Poza tym większość świetnie ubranych kobiet zdaje sobie sprawę z tego, że podróbki wpływają negatywnie na branżę modową. Niestety, kilka sezonów temu raport Urzędu UE ds. Własności Intelektualnej (EUIPO) ogłosił, że rynek podrobionych rzeczy ma się "świetnie", przez co państwa unijne tracą co roku aż 15 miliardów euro. Podróbki to też 7% światowego handlu. Z ich powodów w ostatnich dwudziestu latach pracę straciło ponad 2,5 miliona osób, a marki, których projekty są w ten sposób kradzione, tracą dochody. Co więcej, podrabiane ubrania produkują firmy, w których nie jest przestrzegane prawo pracy i które nie mają niezbędnych certyfikatów (nie da się więc ocenić na przykład obecności toksyn czy szkodliwych barwników).
Ubrania, których nie noszą stylowe kobiety: tanie syntetyczne materiały
Podstawą garderoby najlepiej ubranych it-girls są dobrej jakości ubrania wykonane z naturalnych tkanin, takich jak wełna, jedwab, len, skóra czy bawełna, które dodają stylizacjom szlachetności. Uzupełniają je także wybrane elementy garderoby uszyte ze sztucznych materiałów (powstałych z naturalnych surowców przy pomocy metod chemicznych), wśród których warto wymienić wiskozę, tencel, modal oraz cupro. Stylowe kobiety unikają za to tkanin syntetycznych, które szybko się niszczą i rozciągają, wyglądają tanio, są nieprzyjemne w noszeniu oraz szkodliwe dla środowiska.
Powstają one z ropy naftowej i jej pochodnych, więc mówiąc krótko: są plastikowe. Najbardziej znane syntetyki, które można spotkać w ubraniach, to poliester i poliamid/nylon, a także akryl. Często znajdziecie je w formie swetrów, sukienek, bluzek, kostiumów kąpielowych czy bielizny. Ich wady? Syntetyczne ubrania są mało przewiewne, czyli nie pozwalają skórze oddychać, elektryzują się, są łatwopalne, zwiększają potliwość. Szkodzą też Planecie: para nylonowych rajstop rozkłada się nawet 40 lat, a poliestrowej sukienki - aż 200.

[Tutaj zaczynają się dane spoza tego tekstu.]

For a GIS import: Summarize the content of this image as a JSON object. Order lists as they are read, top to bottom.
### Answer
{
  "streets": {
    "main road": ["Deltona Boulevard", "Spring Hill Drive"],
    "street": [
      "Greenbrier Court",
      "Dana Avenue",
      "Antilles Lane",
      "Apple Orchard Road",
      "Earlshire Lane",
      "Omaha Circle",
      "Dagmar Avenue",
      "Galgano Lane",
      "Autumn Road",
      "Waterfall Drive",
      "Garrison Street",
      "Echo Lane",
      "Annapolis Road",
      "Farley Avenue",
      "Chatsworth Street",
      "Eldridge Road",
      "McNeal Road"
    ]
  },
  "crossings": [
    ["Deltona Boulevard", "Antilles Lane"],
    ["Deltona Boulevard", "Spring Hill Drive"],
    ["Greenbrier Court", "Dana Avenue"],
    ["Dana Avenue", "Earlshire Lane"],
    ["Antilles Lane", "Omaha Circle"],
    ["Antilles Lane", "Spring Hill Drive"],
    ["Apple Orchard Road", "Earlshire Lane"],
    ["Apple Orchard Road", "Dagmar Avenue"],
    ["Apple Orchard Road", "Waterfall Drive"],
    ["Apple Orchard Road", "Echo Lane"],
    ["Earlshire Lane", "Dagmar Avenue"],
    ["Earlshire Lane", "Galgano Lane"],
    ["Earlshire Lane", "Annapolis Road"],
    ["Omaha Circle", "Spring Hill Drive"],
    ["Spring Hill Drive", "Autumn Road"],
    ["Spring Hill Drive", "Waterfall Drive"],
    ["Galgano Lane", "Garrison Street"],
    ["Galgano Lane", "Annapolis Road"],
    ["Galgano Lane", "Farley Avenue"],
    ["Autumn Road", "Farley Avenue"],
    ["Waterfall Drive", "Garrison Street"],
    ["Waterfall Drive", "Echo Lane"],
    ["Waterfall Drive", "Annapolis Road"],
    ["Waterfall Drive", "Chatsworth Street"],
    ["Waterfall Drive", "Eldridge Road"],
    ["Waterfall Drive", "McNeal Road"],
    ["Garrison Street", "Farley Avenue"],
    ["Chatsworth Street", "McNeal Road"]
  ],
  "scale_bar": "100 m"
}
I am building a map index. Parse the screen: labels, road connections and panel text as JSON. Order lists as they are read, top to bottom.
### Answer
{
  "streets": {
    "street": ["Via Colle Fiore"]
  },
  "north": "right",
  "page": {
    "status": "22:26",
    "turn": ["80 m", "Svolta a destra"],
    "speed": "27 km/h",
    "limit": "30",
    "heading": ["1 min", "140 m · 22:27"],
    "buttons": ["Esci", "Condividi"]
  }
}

Ubrania, których nie noszą stylowe kobiety: ultraszybkie trendy
Można śmiało założyć, że it-girls są zawsze na bieżąco. Oglądają pokazy mody, śledzą dropy nowych kolekcji, wiedzą o trendach, zanim zobaczymy je w popularnych sieciówkach. Ale czy to oznacza, że rzucają się na każdą nową modę? Absolutnie nie. Wręcz przeciwnie, ich największą siłą jest selektywność. Ultraszybkie trendy z TikToka? Stylowe kobiety omijają je szerokim łukiem. Nie chcą być ofiarami mody, które zmieniają styl co kilka tygodni pod wpływem nowej „viralowej” tendencji. Zamiast tego, koncentrują się na elementach, które budują ich indywidualny wizerunek. Kupują tylko te rzeczy, które naprawdę oddają ich estetykę – niezależnie od tego, co jest aktualnie na topie.